(Beginning of GIVEN DATA)

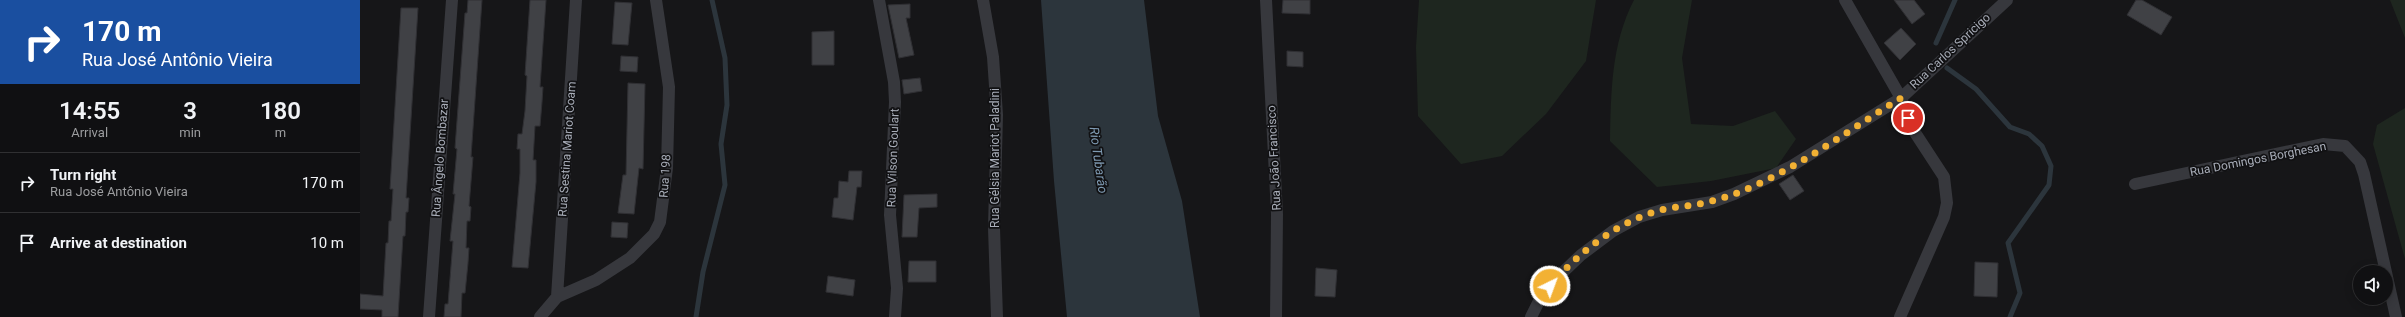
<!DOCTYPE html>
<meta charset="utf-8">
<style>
:root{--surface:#101012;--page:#1e1e20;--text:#f1f3f6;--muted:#9c9d9f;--line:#303032}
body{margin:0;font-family:Roboto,sans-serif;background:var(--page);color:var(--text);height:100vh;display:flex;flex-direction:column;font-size:15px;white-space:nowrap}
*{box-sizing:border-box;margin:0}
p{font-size:13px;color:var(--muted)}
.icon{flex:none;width:22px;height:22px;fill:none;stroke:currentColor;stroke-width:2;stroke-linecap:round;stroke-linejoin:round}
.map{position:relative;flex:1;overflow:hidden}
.details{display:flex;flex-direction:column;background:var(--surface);width:360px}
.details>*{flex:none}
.top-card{background:#1a4fa0;color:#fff;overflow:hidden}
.fabs{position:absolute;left:1993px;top:265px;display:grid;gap:8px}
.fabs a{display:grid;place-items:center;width:40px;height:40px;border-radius:50%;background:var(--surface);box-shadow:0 2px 10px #0003,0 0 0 1px var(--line);font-size:20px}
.pin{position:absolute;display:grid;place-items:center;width:34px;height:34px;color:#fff;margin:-17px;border:2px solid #fff;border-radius:50%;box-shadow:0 1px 4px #0007}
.me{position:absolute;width:44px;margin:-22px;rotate:42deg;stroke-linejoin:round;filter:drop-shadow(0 0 3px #0008)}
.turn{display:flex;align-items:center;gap:14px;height:84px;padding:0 16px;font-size:18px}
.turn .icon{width:52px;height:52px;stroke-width:2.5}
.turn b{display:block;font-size:28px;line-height:34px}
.eta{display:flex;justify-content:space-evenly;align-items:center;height:68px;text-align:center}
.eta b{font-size:24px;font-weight:600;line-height:28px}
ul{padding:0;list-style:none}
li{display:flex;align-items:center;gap:12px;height:60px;padding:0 16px;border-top:1px solid var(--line)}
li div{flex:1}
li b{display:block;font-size:15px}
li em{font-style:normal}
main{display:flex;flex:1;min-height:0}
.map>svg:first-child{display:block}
.green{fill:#1e261f}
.water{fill:#2c353c}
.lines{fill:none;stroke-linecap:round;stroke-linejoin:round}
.stream{stroke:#2c353c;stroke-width:5}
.building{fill:#404145;stroke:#303034}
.street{stroke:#37383d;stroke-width:12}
.route{stroke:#f2b134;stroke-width:7;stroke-dasharray:0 12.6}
.labels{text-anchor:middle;stroke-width:3.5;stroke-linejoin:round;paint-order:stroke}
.street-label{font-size:12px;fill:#a8adb8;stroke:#111113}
.water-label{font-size:13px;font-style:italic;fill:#7f9bb3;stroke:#111113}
</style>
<main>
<section class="details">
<div class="top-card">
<div class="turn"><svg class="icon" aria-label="right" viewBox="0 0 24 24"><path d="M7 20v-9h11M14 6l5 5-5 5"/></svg><div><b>170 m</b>Rua José Antônio Vieira</div></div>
</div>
<div class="eta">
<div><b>14:55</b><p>Arrival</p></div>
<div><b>3</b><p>min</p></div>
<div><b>180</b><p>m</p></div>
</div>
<ul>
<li><svg class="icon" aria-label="right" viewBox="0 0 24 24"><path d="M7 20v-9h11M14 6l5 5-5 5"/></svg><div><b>Turn right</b><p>Rua José Antônio Vieira</p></div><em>170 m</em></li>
<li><svg class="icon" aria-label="arrive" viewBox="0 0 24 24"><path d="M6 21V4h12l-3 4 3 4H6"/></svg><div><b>Arrive at destination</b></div><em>10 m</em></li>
</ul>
</section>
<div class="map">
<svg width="2045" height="317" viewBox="0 0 2045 317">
<rect width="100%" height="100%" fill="#161618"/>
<!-- green -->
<path class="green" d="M1059,0H1236L1226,61L1186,114L1142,156L1101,164L1058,116L1056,47Z
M1274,0H1332L1322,58L1331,124L1373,126L1415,111L1436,139L1416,168L1351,181L1297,187L1250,141C1251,93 1251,44 1274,0Z
M2030,0H2045V38Z
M2045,108V259L2013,144L2017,125Z"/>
<!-- water -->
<path class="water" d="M681,0H784L798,116L822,201L840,317H707L694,181Z"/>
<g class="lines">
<!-- stream -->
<path class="stream" d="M1576,43L1595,0
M1587,68L1616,89L1650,127L1669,134L1682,146L1691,166L1689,185L1648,243L1660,293L1650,317
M336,317L343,272L365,185L361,144L367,105L365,58L352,0"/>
</g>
<!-- building -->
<path class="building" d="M108,0H122L111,157H113L109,206L111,207L110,221H107L106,248H109L108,263L105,293H102L101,317H84L85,304H88L93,241H90L95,194H93L97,149L95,148L105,13H107Z
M170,0H186L180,87H183L182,102L180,126H175L173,160H176V182L168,268L152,267L160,173V149H157L158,134H162L165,111L167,76L165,75Z
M923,0H950V14L922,13Z
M1534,0H1554L1565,14L1552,24Z
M1776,0H1782L1812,17L1801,35L1767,15Z
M255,2L272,3L268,45L252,44Z
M550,4V18H546L554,55L539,58L528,5Z
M41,8H58L46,198H49L48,212H46L45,236H43L38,317H22V310L0,309V294L23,296L26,243H28L29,221H31L33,189H30Z
M1541,28L1556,44L1540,60L1524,43Z
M474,31V65H452V32Z
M927,51L943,52V67L927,66Z
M261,56L278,57L277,72L260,71Z
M560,78L562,91L544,94L542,80Z
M268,83L285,84L283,169L279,168L274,214L258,213L263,175H266Z
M489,171H502L501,187H497L493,220L472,217L474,198H478L479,181L488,182Z
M1433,175L1444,191L1430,200L1419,184Z
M577,194V207L559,208L557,237H542L544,195Z
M252,222L268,223L267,238L251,237Z
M549,261H576V282H548Z
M1615,262L1638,263L1637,297L1614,296Z
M956,268L977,270L975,297L955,296Z
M468,276L495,280L493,296L466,292Z"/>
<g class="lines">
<!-- street -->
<path class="street" d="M519,0L534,82L535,102L530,215L537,288L535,317
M623,0L633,57L637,115L634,228L637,317
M906,0L917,214L916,317
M1485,0L1541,98L1552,128L1584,177L1587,203L1584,217L1540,317
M1775,184L1963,144L1985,146L2000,162L2004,174L2036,317
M197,297L216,0
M69,317L92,0
M180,317L197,297L236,280L270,258L294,234L300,222L307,168L309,87L296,0
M1171,317L1181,297L1199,276L1221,255L1253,231L1279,217L1302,210L1352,202L1374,194L1430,167L1541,98L1647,0"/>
</g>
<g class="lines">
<!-- route -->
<path class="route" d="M1190,286C1218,253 1258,221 1301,210C1318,206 1335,206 1352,201C1368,197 1383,191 1398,184C1448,161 1494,127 1541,98L1548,118"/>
</g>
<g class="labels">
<!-- street labels -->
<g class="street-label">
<text transform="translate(1590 51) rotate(-43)" y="4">Rua Carlos Spricigo</text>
<text transform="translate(207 149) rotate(-86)" y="4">Rua Sestina Mariot Coam</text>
<text transform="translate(80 158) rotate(-86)" y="4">Rua Ângelo Bombazar</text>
<text transform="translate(533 158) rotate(-88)" y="4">Rua Vilson Goulart</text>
<text transform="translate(635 158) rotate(-90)" y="4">Rua Gélsia Mariot Paladini</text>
<text transform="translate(914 158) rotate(-93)" y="4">Rua João Francisco</text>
<text transform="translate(1898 159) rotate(-11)" y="4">Rua Domingos Borghesan</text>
<text transform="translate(305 176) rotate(-86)" y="4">Rua 198</text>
</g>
<!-- water labels -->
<g class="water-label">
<text transform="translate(739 160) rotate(82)" y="5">Rio Tubarão</text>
</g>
</g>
</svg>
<div class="fabs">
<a><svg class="icon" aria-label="sound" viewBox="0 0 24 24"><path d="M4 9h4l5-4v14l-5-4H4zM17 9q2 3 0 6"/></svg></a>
</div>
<div class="pin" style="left:1548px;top:118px;background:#d93025"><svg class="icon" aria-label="arrive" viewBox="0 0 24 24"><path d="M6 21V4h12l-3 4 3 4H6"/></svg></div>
<svg class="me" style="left:1190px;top:286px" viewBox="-20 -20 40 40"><circle r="17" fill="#f2b134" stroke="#fff" stroke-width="3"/><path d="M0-11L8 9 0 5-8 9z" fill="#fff"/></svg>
</div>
</main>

(End of GIVEN DATA)

Say the number of lines in the entries that have the string "margin", and only that.

RESPONSE BOX: 4